Das derzeit omnipräsente Vertrauensthema wird sowohl in der Öffentlichkeit als auch in der Wissenschaft vor allem auf die psychologische Innenwelt der Vertrauensgeber*innen, insbesondere ihre subjektiven Neigungen und Bedürfnisse, reduziert. Im Falle fehlenden Vertrauens gegenüber großen Sozialsystemen (Journalismus, Politik, Recht etc.) werden Bindungsverluste so zur höchst privaten Angelegenheit erklärt, der man etwa im Journalismus dadurch begegnet, dass man Leser*innen, Hörer*innen und Zuschauer*innen stärker in ihren persönlichen Lebenswelten ‚abholen‘ möchte.
Malte G. Schmidt argumentiert in seinem Buch „Systemvertrauen und Journalismus im Neoliberalismus“, dass eine solche Sichtweise an der eigentlichen Problematik, der tiefgreifenden Krise sozialer Integration, vorbeigeht. Anhand einer repräsentativen Befragung kann er belegen, dass das Vertrauen in verschiedene Sozialsysteme erstens nicht unabhängig voneinander ist und dass es zweitens mit Erfahrungen wirtschaftlicher und sozialer Ungleichheit korreliert. Seine Schlussfolgerung: Ist man im Leben etwa stark von wirtschaftssystemischen Zwängen bestimmt, werden davon die Beziehungen zu anderen Gesellschaftsbereichen überschattet. In Befragungen zum Vertrauen in den Journalismus antworten solche Personen dann im Modus einer verallgemeinerten Unzufriedenheit mit den gesellschaftlichen Verhältnissen insgesamt.

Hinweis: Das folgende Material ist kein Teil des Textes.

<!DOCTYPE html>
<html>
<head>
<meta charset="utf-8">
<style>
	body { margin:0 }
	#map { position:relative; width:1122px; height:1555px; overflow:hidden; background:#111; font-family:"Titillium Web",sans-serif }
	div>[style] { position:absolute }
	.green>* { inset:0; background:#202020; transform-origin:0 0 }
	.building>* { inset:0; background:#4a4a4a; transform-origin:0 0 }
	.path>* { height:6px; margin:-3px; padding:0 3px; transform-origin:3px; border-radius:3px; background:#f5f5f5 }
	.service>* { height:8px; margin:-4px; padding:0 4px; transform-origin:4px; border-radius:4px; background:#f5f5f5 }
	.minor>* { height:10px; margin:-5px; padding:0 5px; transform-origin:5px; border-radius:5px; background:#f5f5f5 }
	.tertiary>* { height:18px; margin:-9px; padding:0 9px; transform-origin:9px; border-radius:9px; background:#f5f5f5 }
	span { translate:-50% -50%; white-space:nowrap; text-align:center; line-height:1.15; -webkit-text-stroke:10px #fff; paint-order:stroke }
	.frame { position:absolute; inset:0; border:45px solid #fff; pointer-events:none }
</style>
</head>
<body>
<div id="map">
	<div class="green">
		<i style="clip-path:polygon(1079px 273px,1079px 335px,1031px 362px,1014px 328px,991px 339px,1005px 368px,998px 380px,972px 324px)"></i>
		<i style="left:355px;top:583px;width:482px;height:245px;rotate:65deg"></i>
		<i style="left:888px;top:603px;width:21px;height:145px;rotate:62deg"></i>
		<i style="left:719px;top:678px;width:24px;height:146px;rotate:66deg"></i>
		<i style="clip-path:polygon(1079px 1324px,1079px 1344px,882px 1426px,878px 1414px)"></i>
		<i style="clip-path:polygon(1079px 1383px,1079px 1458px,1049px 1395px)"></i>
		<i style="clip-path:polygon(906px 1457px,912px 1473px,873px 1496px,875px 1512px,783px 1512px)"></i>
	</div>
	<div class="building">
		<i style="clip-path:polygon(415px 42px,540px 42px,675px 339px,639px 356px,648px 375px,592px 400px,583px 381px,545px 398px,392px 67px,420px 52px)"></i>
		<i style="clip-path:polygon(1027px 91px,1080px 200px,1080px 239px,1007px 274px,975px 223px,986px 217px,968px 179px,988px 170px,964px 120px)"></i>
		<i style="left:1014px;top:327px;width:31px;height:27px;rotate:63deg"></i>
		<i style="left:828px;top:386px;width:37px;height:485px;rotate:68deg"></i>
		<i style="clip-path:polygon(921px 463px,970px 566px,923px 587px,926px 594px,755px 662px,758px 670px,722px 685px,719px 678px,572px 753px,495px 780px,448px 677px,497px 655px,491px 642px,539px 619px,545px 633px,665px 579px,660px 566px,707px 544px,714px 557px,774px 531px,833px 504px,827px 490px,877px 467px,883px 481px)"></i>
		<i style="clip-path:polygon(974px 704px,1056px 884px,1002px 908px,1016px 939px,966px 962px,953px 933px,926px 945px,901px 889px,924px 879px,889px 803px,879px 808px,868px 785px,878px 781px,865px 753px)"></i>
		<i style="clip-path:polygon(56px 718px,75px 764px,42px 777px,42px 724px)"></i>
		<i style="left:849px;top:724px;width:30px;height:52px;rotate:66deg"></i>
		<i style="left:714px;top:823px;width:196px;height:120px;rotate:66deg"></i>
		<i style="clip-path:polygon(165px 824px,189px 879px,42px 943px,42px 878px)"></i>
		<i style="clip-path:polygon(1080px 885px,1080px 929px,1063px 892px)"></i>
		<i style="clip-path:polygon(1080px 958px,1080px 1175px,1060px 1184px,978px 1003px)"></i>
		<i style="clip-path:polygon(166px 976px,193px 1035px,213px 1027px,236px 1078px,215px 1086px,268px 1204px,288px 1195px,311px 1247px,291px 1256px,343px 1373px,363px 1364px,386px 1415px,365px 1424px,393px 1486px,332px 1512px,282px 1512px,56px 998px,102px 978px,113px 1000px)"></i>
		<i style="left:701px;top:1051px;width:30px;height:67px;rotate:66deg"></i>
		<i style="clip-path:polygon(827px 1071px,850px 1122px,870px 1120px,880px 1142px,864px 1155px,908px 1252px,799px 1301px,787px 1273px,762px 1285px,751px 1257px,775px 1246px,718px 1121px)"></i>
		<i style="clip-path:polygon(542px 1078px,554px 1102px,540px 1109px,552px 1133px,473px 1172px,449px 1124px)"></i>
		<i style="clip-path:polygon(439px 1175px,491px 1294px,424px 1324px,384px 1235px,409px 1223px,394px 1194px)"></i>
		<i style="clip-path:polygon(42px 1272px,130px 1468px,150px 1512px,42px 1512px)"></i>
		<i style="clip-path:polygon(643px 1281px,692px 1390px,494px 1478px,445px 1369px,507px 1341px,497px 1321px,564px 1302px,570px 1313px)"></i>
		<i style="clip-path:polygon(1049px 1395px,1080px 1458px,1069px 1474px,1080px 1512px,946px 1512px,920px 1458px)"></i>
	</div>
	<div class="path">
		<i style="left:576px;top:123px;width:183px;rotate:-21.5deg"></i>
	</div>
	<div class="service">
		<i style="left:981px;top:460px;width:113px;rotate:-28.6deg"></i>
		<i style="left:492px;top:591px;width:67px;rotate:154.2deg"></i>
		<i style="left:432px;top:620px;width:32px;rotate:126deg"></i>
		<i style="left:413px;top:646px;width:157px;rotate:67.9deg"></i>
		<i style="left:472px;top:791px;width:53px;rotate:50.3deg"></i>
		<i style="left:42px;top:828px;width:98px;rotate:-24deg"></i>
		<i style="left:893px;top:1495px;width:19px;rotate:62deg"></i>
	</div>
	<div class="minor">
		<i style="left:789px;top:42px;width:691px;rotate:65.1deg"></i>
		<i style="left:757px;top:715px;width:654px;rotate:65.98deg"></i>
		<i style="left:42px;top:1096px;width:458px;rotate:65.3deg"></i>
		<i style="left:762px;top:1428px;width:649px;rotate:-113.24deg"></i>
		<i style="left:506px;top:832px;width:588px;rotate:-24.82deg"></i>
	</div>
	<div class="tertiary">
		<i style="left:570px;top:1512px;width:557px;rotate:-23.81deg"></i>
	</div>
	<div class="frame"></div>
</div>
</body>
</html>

Möchte der Journalismus hier entgegenwirken, muss er Schmidt zufolge seiner Hauptfunktion der sozialen Integration nachkommen, die darin besteht, über soziale Ungleichheiten zu berichten und so das Austragen von Konflikten über die gerechte Verteilung von Systemleistungen zu ermöglichen. Dass der Journalismus darin in den letzten Jahren nicht sehr erfolgreich war, zeigt Schmidt anhand verschiedener Medienökonomisierungsprozesse, die dazu geführt haben, wirtschaftliche und soziale Deprivationen des Publikums eher zu verstärken denn zu mildern.